Habían sonado “campanadas” y había dos en la calle hablando de eso. Uno preguntaba: “¿A qué hora es el entierro?”. El otro decía: “A la una”. Era una conversación de mañana, pero poco ágil. Habría veinte años de diferencia entre los dialogantes. El más joven de los dos sobrepasaba los sesenta años. Se ha extrañado de aquella hora tan mala para enterrar. “Tendremos que ir pero nos vamos a cocer. Con el calor que va ha hacer hoy”. Tanto el más anciano como el otro hablaban con los brazos un poco despegados del cuerpo para ventilar los sobacos, como los aguiluchos en el nido cuando hay soflama. “Yo tenía que cumplir --ha dicho el viejo--, pero con ella, con la muerta, a los que quedan ni los conozco. Así que no sé qué hacer”.
Pasada una hora o dos he vuelto a encontrar al viejo en la Caja Rural. Estaba ensayando una variación del tema matinal. Ese entierro tan mal puesto. Ir o no ir, esa era la cuestión. Monologaba pensativo:
–Yo a ella si que la conocía, a la muerta, y muy bien. Era muy amiga. De joven…lo que yo habré bailado con ella. Si voy es por ganas de ir porque, a los del pésame, les va a dar lo mismo que vaya o no vaya.
Pausa. Mirada al suelo donde restriega el pie en la raya verde de “espere su turno”. El habla ahora menos convencida.
–Aunque, claro,  –remata – te acuerdas y, por lo bailado, dan ganas de ir.

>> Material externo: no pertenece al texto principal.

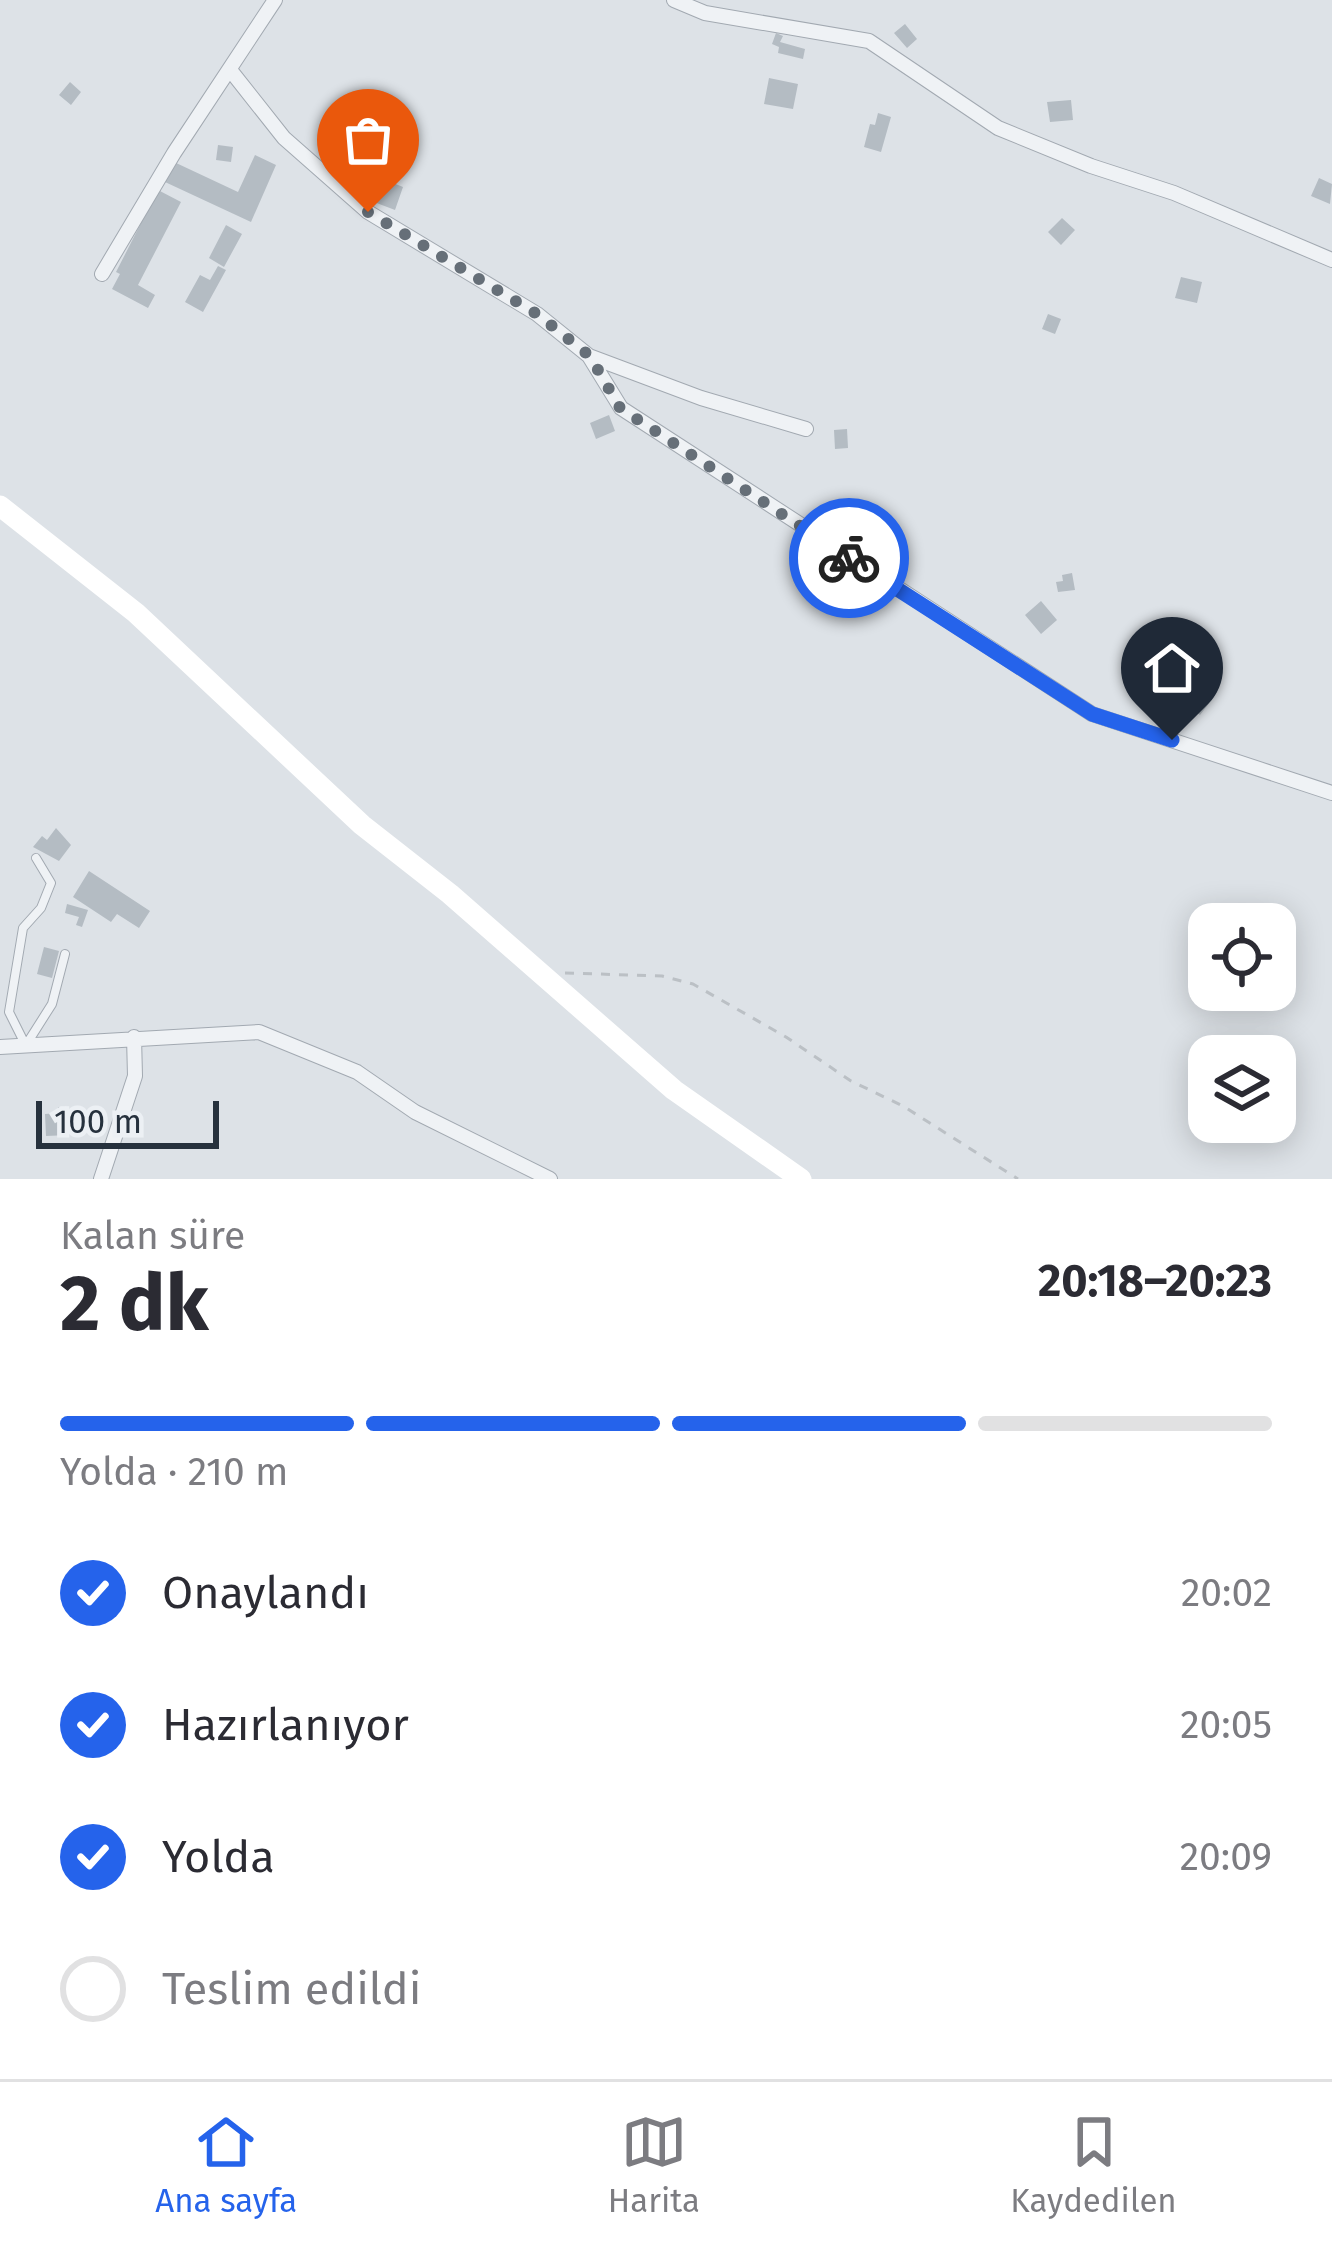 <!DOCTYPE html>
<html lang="tr">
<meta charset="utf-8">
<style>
body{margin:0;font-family:"Fira Sans",sans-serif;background:#f7f7f7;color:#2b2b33;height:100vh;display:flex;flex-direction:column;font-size:45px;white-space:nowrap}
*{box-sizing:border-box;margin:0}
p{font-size:39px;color:#7c7c81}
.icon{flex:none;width:66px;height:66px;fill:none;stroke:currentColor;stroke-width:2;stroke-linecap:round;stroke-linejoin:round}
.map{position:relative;height:1179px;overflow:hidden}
.details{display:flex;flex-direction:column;background:#fff;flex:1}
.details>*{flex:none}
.tools{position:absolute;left:1188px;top:903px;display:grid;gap:24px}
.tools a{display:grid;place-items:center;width:108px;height:108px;border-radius:24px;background:#fff;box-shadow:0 6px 30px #0003;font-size:60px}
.scale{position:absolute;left:36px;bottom:30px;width:183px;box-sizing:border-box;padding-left:12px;border:6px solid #26313d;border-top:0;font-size:33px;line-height:42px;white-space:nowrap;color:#26313d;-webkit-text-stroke:9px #ecf0f4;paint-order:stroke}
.pin{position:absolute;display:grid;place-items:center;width:102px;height:102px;color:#fff;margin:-123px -51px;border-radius:50% 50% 50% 0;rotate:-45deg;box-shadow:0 0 12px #0007}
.pin .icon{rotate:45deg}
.courier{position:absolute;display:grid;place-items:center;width:120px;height:120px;margin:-60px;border:9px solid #2563eb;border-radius:50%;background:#fff;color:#222;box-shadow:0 3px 15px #0007}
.head em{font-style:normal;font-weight:700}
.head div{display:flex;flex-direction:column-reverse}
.head{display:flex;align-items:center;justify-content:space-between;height:204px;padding:0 60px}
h1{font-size:78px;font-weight:700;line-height:90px}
.bar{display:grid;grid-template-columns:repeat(4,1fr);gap:18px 12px;align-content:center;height:144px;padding:0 60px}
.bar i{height:15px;border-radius:9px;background:#e1e1e2}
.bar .selected{background:#2563eb}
.bar p{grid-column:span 4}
ol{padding:0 60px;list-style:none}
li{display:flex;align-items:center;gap:36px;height:132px}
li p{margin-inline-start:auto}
li .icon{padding:12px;border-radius:50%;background:#2563eb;color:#fff;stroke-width:4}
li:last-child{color:#7c7c81}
li i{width:66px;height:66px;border:6px solid #e1e1e2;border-radius:50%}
.tabs{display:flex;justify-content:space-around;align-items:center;height:168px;border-top:3px solid #e1e1e2;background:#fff;font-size:33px;color:#7c7c81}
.tabs a{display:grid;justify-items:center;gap:6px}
.tabs .selected{color:#2563eb}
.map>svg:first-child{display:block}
</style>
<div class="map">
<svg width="1332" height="1179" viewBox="0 0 1332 1179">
<rect width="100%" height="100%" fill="#dde2e7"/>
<path fill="#b4bcc3" d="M 905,24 L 917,39 L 907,48 L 894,33 Z
M 776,33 L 783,36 L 780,42 L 805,49 L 803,59 L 778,53 L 779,47 L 772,44 Z
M 769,78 L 798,84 L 793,109 L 764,104 Z
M 70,82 L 81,92 L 71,105 L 59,95 Z
M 1071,100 L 1073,120 L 1050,122 L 1047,102 Z
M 878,113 L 891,117 L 881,152 L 864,147 L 870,124 L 875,125 Z
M 218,145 L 233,147 L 231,162 L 216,160 Z
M 255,155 L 276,165 L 251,222 L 165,182 L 174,162 L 238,192 Z
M 1319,178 L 1332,184 L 1330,204 L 1311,196 Z
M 383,179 L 403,187 L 395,210 L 374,202 Z
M 158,190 L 181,202 L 138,285 L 155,295 L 148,308 L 112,289 L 120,274 L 116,272 Z
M 1062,218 L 1075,230 L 1061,245 L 1048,232 Z
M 226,225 L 242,234 L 224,267 L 209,258 Z
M 218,266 L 226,270 L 203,312 L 185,302 L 200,275 L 210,280 Z
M 1181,277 L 1202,282 L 1197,303 L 1175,298 Z
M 1048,314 L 1061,319 L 1055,334 L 1042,329 Z
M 609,415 L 615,431 L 596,439 L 590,423 Z
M 847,429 L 848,448 L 835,449 L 834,430 Z
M 1072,573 L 1075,590 L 1058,592 L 1056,582 L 1063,581 L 1062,575 Z
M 1041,601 L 1057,620 L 1041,634 L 1025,615 Z
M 1197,683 L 1214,697 L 1200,715 L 1192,709 L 1196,704 L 1186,697 Z
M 56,828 L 71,845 L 59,861 L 33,847 L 42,836 L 47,840 Z
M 89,871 L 150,911 L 139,928 L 117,914 L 111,922 L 73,897 Z
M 67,904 L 88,910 L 82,927 L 76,925 L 79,917 L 65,913 Z
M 44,947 L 59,951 L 52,978 L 37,974 Z
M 58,1107 L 68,1107 L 69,1135 L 46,1136 L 45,1114 L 58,1113 Z"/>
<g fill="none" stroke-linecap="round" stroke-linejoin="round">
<defs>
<path id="lane" d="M 25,1044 L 9,1012 L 23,928 L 41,908 L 51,883 L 36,858
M 26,1045 L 52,1004 L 65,954"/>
<path id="street" d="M 674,0 L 705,13 L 869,41 L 998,128 L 1091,166 L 1174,193 L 1332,260
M 231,71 L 284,138 L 368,212 L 537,314 L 589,356 L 621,408 L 1092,714 L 1332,793
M 102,274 L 174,153 L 275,0
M 589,356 L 701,398 L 806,429
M 0,1047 L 259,1032 L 357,1072 L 415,1112 L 550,1179
M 101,1179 L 135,1076 L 134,1037"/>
</defs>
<use href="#lane" stroke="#a2a9b1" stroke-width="10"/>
<use href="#street" stroke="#a2a9b1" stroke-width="16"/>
<path stroke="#bbc0c5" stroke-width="3" stroke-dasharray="9 9" stroke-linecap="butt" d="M 565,973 L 662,976 L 693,984 L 786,1037 L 851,1081 L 903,1106 L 1018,1179"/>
<use href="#lane" stroke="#eff2f5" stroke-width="8"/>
<use href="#street" stroke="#eff2f5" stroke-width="14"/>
<path stroke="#fff" stroke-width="21" d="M 0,506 L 136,613 L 362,825 L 450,894 L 674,1090 L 801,1179"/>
</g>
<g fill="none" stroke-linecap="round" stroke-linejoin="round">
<path stroke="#666f78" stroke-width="12" stroke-dasharray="0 21.6" d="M 368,212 L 537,314 L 590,356 L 620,408 L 849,558"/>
<path stroke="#2563eb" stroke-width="15" d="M 849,558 L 1092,714 L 1172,740"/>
</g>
</svg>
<div class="tools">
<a><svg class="icon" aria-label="locate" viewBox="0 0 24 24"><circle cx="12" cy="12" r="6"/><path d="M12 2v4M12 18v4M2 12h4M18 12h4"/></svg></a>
<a><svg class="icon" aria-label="layers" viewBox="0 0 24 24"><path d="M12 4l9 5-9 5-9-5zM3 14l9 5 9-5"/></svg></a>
</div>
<div class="scale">100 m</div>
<div class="pin" style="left:368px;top:212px;background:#ea580c"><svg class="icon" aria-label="bag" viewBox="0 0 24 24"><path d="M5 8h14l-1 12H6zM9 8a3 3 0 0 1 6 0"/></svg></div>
<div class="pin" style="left:1172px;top:740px;background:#1f2937"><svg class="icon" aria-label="home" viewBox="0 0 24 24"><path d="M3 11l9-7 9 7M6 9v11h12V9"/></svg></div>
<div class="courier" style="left:849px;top:558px"><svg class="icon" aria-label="bike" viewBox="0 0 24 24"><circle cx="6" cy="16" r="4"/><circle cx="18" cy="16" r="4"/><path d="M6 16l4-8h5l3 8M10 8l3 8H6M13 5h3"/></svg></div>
</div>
<section class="details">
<div class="head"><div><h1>2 dk</h1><p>Kalan süre</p></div><em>20:18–20:23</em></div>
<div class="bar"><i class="selected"></i><i class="selected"></i><i class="selected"></i><i></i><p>Yolda · 210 m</p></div>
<ol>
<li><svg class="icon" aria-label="check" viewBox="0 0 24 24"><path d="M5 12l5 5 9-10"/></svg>Onaylandı<p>20:02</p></li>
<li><svg class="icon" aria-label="check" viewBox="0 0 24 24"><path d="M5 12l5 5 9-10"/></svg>Hazırlanıyor<p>20:05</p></li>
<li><svg class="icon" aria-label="check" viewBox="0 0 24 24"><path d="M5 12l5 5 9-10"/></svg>Yolda<p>20:09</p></li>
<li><i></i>Teslim edildi</li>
</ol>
</section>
<nav class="tabs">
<a class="selected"><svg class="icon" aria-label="home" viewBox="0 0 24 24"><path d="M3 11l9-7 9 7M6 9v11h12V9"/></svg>Ana sayfa</a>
<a><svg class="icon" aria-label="map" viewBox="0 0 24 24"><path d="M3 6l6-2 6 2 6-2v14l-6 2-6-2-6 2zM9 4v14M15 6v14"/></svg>Harita</a>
<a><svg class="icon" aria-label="saved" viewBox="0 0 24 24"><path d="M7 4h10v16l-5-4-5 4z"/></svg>Kaydedilen</a>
</nav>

Había mucha miga en ese “lo bailado”. Me hubiera gustado escuchar alguna variación más tardía del tema. Ese anciano, distraídamente, esta mañana, en alguna tienda o en cualquier esquina, se habrá marcado tres frases muy bien dichas que a lo mejor no encuentra uno en un par de años leyendo poesía canonizada. Habrá que conformarse con haber asistido a los ensayos.